Playing a new game: Bolt Action by Warlord Games

I recently purchase a copy of the Bolt Action World War II miniatures rules.  This is published by Warlord Games, which is affiliated with Osprey, one of my favorite publishing houses.

The story behind Bolt Action is kind of interesting.  The game designers started their careers working for Games Workshop, and were involved in the design of Warhammer 40,000, Warhammer Fantasy Battles and other stuff.  For many years they were quite happy with their gig, in part because they had a good amount of creative freedom and the company was growing by leaps and bounds.  From the 80s to through the 90s, there was continuous improvement in both the quality of design and physical appearance of their products.  I am not alone in considering it the Golden Age at GW.

However, by the late 1990s, the management had become more profit-oriented, and this resulted in friction between the designers, who wanted the best possible game design, and the management, that was more concerned with sales than the quality of the rules.

Since the bulk of GW's money came from miniatures sales, it was no longer enough to simply build a good wargaming system and  marketing it, the system itself became a vehicle to boost miniatures sales.  In practical terms, this meant that the rules of their games were altered to make players need to buy more figures either by increasing the scope of the game (requiring more models to play) or changing the rules for various units, requiring new models to remain "current."

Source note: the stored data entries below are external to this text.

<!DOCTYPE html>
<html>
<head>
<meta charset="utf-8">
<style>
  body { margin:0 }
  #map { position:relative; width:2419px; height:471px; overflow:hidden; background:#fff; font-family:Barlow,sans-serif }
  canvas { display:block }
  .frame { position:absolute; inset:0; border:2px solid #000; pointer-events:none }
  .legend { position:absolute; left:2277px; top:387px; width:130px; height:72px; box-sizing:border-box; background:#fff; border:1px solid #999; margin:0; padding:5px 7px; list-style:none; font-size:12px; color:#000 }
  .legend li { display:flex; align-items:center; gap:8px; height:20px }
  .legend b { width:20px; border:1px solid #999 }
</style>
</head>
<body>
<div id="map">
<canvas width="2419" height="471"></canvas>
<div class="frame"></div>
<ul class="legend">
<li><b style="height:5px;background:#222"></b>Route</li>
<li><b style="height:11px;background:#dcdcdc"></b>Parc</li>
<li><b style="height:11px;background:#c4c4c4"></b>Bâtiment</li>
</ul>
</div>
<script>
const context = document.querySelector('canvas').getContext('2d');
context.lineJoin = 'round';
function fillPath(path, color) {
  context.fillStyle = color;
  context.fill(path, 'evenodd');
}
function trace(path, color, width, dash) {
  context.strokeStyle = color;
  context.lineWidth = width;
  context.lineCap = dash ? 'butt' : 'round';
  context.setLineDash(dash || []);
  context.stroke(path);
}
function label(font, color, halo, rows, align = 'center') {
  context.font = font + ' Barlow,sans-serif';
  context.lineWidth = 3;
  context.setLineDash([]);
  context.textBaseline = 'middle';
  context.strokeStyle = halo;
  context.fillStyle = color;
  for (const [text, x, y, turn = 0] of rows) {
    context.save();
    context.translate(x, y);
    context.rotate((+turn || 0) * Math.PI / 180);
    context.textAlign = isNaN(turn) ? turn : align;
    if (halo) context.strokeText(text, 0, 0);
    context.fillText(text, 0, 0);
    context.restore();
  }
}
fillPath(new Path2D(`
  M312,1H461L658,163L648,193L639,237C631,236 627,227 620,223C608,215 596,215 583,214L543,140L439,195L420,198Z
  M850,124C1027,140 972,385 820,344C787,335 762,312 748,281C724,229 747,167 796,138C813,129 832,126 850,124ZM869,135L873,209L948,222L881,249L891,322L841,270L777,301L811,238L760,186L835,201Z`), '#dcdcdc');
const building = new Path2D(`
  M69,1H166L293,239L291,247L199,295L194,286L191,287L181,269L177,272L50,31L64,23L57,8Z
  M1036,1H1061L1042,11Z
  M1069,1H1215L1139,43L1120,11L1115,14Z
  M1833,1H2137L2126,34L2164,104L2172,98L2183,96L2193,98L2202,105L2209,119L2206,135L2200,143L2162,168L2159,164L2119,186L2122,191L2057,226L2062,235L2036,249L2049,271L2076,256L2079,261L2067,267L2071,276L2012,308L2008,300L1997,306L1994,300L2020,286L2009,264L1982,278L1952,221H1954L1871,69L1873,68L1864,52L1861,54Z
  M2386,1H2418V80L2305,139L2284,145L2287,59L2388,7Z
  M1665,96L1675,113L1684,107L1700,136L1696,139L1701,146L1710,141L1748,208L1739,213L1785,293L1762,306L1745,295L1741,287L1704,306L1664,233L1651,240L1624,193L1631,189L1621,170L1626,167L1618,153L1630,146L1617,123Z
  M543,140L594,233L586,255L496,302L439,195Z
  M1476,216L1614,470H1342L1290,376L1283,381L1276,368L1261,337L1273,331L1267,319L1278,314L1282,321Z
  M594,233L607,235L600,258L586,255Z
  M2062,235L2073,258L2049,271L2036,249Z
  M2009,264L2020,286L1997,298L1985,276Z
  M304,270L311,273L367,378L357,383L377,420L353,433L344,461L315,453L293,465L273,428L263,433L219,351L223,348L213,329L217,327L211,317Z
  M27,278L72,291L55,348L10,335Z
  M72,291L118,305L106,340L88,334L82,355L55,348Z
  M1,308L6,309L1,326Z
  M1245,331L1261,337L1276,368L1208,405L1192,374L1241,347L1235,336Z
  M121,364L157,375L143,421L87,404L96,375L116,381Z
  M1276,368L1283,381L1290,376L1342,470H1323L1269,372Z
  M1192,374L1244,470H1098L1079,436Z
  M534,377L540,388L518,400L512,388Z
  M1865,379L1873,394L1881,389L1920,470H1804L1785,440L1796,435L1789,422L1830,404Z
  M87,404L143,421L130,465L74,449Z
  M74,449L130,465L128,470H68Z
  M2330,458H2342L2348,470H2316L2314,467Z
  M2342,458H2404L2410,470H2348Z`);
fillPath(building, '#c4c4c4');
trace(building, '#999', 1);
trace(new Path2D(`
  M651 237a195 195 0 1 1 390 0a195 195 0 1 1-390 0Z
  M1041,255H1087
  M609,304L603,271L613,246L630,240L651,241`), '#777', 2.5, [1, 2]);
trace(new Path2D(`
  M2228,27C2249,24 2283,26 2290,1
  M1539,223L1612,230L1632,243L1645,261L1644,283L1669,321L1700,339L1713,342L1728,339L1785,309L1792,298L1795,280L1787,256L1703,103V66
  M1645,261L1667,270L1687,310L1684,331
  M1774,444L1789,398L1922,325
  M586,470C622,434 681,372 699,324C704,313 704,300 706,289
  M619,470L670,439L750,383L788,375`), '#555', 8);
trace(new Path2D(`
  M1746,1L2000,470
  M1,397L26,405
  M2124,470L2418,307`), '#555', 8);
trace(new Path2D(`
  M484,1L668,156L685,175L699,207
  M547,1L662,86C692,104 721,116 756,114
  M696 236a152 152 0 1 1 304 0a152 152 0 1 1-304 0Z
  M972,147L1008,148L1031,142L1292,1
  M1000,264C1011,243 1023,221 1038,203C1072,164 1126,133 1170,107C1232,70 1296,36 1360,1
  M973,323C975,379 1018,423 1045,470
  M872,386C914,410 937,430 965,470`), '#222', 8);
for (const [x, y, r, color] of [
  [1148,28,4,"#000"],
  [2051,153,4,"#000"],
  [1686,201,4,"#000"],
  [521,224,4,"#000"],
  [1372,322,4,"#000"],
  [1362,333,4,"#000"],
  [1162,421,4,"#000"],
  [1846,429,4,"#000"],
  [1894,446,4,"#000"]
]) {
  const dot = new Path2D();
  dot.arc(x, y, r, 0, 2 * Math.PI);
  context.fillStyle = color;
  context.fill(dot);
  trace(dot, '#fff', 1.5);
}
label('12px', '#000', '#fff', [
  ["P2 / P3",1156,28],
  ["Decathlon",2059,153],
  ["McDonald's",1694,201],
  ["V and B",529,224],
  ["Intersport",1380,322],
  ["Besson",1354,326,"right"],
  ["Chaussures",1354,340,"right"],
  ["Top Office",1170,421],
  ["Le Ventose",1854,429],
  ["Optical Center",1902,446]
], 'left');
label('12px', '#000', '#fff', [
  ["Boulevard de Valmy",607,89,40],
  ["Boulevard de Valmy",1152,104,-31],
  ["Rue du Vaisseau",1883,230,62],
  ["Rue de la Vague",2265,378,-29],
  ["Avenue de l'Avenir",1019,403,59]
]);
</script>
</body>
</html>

As one might expect among creative types, they eventually got tired of this and left, staring various alternative companies.

Warlord Games is one of those successor companies, and the design of Bolt Action is essentially the final form of the earlier 40k system.  It therefore is familiar to me, intuitive, but much simplified and streamlined since it got more playtesting and the designers were freed from the constraints of managers pushing new editions every 3-5 years.

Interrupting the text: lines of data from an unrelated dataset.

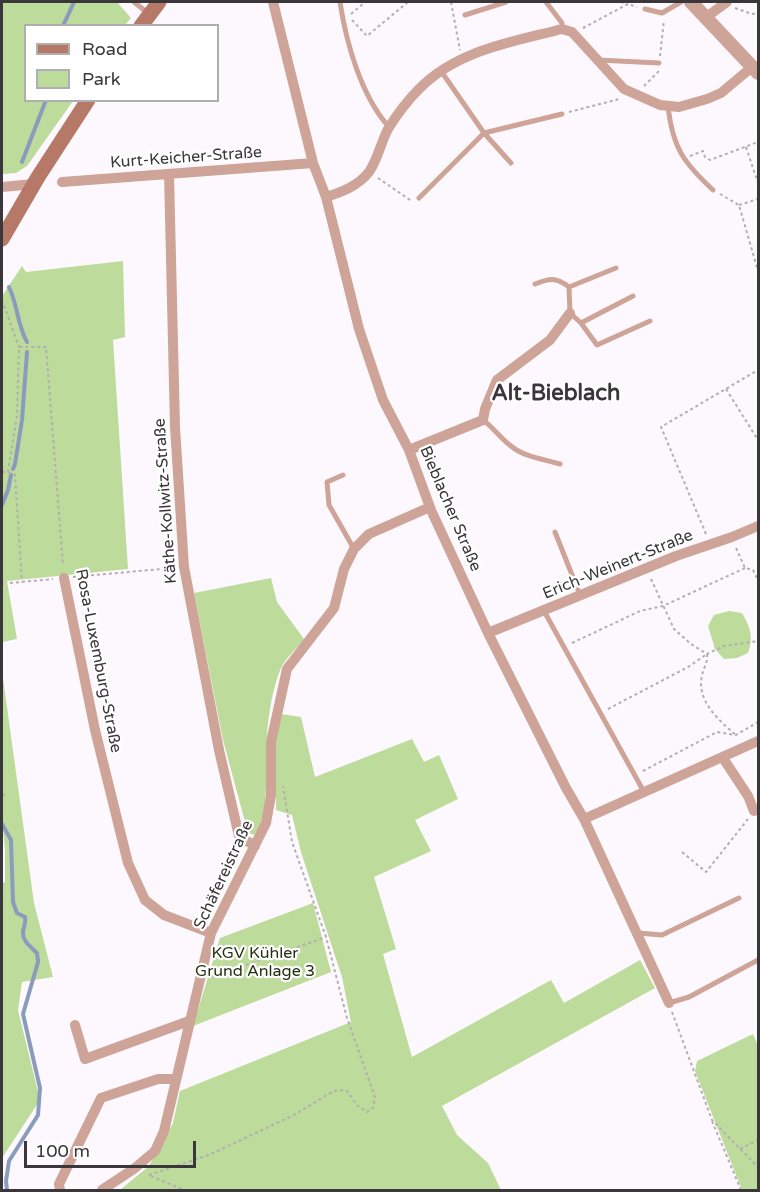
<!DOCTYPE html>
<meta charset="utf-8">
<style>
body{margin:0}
#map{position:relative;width:760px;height:1192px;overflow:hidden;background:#fdf8fd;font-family:"Varela Round",sans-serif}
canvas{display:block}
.frame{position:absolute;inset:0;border:3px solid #393739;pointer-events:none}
.legend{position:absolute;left:24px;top:24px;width:195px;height:78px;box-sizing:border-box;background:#fff;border:2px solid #b0afb0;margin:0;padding:8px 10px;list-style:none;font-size:18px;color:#393739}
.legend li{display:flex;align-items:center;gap:12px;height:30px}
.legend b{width:30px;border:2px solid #b0afb0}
.scale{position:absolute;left:24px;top:1141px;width:172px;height:27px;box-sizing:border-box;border:3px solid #393739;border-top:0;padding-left:8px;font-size:18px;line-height:21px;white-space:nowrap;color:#393739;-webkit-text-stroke:4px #fff;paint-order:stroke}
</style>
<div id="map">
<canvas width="760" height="1192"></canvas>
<div class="frame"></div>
<ul class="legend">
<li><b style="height:8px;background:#b67968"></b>Road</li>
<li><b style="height:16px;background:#bddb9a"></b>Park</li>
</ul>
<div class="scale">100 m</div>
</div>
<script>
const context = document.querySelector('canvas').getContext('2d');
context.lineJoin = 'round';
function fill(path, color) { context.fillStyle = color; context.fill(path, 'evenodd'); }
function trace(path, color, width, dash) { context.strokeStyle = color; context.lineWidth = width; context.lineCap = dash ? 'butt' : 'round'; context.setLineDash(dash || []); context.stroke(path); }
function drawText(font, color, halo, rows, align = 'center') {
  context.font = font + ' "Varela Round",sans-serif'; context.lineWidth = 4.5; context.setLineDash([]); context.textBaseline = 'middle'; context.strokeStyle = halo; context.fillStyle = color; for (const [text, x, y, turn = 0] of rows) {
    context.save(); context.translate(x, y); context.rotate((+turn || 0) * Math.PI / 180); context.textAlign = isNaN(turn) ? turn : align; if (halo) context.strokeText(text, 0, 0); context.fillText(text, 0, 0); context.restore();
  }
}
const green = new Path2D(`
 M2,2H117L131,18L125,25L26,26V100L73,101L27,166L16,173L2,174Z
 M123,261L125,337L113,340L128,569L7,581L17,639L2,642V296L22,266L26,272Z
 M271,578L277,602L304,639C297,648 286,658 281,668C273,686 268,716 267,736C265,762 271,815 254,835L248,833L223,740L194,593Z
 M729,611L742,613C750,627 754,637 748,653L737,658L724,659L715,649L708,626L714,615Z
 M2,671L34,903L53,977L22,982L18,1010L40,1100L2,1158V883L5,882V850L2,819Z
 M281,714L301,717L315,777L412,739L424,762L439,755L458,799L415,820L431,851L374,877L396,949L383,954L412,1057L551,980L564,1003L640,960L655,988L442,1106L457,1135L488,1163L501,1190H120L149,1166L173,1123L180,1091L351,1022L342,977L301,852L292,815L276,810L275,743Z
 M313,903L331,972L193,1026L220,938Z
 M753,1034L758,1046V1190H742L695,1071L697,1061Z`);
const stream = new Path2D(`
 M63,26L74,2
 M22,162L46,100
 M9,287C18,306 17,324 27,342
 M13,469L15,464L22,420L27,352
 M2,505L8,490L11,475
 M2,824L11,840L13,902L17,913L25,917C26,924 24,925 23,932C22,941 31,947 37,953L38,962L23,1014L40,1088L38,1115L9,1161L6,1181L7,1190`);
const path = new Path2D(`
 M451,2L460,50
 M621,2L628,4
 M735,8L752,14L758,13
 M351,14L365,2
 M352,20L367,36L408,2
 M583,28L628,4L637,7
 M660,56L664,20
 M644,86L659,71
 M569,112L619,99
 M746,147L758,183
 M690,156L703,151L705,157L710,160L758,142
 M378,178L410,200
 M720,194L739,205L758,271
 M739,205L758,199
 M2,300L19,347
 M726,389L758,440
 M2,472H8L17,416L19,347H46L63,566
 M8,472L15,475L22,582
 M706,534L661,427L758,370
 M736,548L745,568L753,570L758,580
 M73,577L172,568
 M651,579L674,629L691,644L707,654L724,646L758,641
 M10,583L53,579
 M572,643L640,611L663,606L745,568
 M707,654C708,663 703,668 702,676C696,700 719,721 736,735
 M608,709L688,667L707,654
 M643,771L717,732L736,735L758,722
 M2,795L7,794
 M682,852L706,872L748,819
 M212,977L326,937
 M672,1012L712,1120L758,1167
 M712,1121L741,1190
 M740,1149L758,1140
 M149,1175L209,1155L294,1115L332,1092L338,1090L347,1091L357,1105L367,1112L373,1108L375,1097L347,1018L326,937L292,842L283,786
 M151,1176L184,1190`);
const service = new Path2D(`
 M134,2L149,14
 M340,2C346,42 361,96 389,127
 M546,2L562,23V29
 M645,9L662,13L681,2
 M465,15L506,2
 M598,60L659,63
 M668,107C673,148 683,162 713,190
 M511,163L484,133L562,114
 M419,198L484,133L441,71
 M535,284C550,278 556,277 569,287
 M569,287L570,313L581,323L597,345L650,321
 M569,287L616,268
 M581,323L633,296
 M483,420C494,428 500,438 511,446C524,457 543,459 560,464
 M343,475L327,482L329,505L354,549
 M555,532L580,595
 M544,611L644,792
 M638,933L662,935L739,898
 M669,1003L689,997L758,960`);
const minor = new Path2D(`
 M273,2L313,163L326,197L359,329L383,400L409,450L431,510L488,633L566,788L584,819L669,1003
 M705,18L727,2
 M169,174L175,427L184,567L219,750L239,836L255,846
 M62,182L313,163
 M2,187L34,184
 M326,197C342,192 358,186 369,172C378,159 381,142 388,129C396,116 408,100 419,89C457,50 512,42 562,29L572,32L624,89L660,105L679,107L707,99L721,93L752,67
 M409,450L483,420L485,409L497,380L550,340L570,313
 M64,578L95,730L128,863L145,900L164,915L211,933
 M488,633L676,556L732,537L758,526
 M723,758L748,796L754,811
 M584,819L758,741
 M75,1025L85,1059L189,1021
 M60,1190L59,1184L101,1098L158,1079H175
 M102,1190L135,1168L155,1151L164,1131L211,933L266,823L271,795V742L287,669L334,608L344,569L354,549L369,534L430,507`);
const tertiary = new Path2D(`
 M691,2L758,73`);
const secondary = new Path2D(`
 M141,26L159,2
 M2,239L38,177L88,100`);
const streetNames = [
 ["Kurt-Keicher-Straße",186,158,-4],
 ["Käthe-Kollwitz-Straße",166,501,-94],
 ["Bieblacher Straße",450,509,67],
 ["Erich-Weinert-Straße",618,565,-22],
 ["Rosa-Luxemburg-Straße",98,661,79],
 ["Schäfereistraße",224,875,-65]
];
const parkNames = [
 ["KGV Kühler",255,954],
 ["Grund Anlage 3",255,972]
];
const districtNames = [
 ["Alt-Bieblach",556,394]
];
fill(green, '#bddb9a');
trace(stream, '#8a9cbd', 4);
trace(path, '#b2aeb2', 2, [3, 3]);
trace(service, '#cfa498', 5);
trace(minor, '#cfa498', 10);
trace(tertiary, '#cfa498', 14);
trace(secondary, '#b67968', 15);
drawText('16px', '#393739', '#fff', streetNames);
drawText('16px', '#22310d', '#fff', parkNames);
drawText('bold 22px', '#393739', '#fff', districtNames);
</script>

This places me in the unique position of having never played a game, but having a good idea how the game will play because it is so similar. 

The timing for this seems to be just right, as I am taking some time off over Christmas. 

There's something fun and exciting about starting a new game system, and that's definitely in play, even though I've seen much of it before.  I actually have a fair amount of figures already painted up due to my decision many years ago to use historical models for my 40k armies whenever possible.

At the same time, there is also scope for additional collecting (I'm looking at building a Soviet force to fight my existing Germans), which is always enjoyable.


The tri-annual release of a new edition or Warhammer 40,000 is here!

Apparently Warhammer 40,000 is celebrating its tenth edition this year.  I quite during the third edition, which makes me seven editions out of date.

In practical terms, this has saved me hundreds of dollars in what would now be useless rule books.

The game had its debut as Rogue Trader back in 1989, and the first major revision was in 1993.  This is the 2nd edition, which I still play.  The 3rd edition was release in the fall of 1998, and made significant changes.  I stuck with it for a while, but eventually quit, and later picked up 2nd where I left off.

I bring this up because as a game designer, I strive to create a definitive and clear rules set.  The more a system is played, the more problems are identified and subsequently corrected.  What Games Workshop has done is create a situation where the game sees significant revisions every three years.  These are not about correcting mistakes; they sometimes appear to be random design decisions to highlight new tactics or draw attention to new models or factions.

GW can do this because of a near-monopoly position in tabletop gaming, particularly in Europe.  I don't sense anyone else could ever be in that position, and as yet, GW has managed to stay afloat despite these changes.  Apparently, it works for them, though I can't help but wonder how long this will continue.

Gaming companies are uniquely susceptible to sudden failure.  SPI, Avalon Hill, TSR - all of these were industry leaders and are now defunct.  Some years back, I thought GW was close behind them, but so far, I've been wrong.  So maybe they've found the secret sauce.


Too clever by half-elf: Dungeons & Dragons No Honor Among Thieves

Over the weekend I was cajoled into watching Dungeons & Dragons: No Honor Among Thieves

I did not enjoy it.

The problem was that I wasn't sure if I was watching a satire or a serious adventure film.  There were plenty of obvious laugh lines aimed at D&D players, and yet the pacing and general structure of the film indicated that I was also supposed to take it seriously.

This was impossible, because as the film itself demonstrated magic and do almost anything, and no sooner would this assertion be declared false than magic would in fact solve whatever problem was at hand.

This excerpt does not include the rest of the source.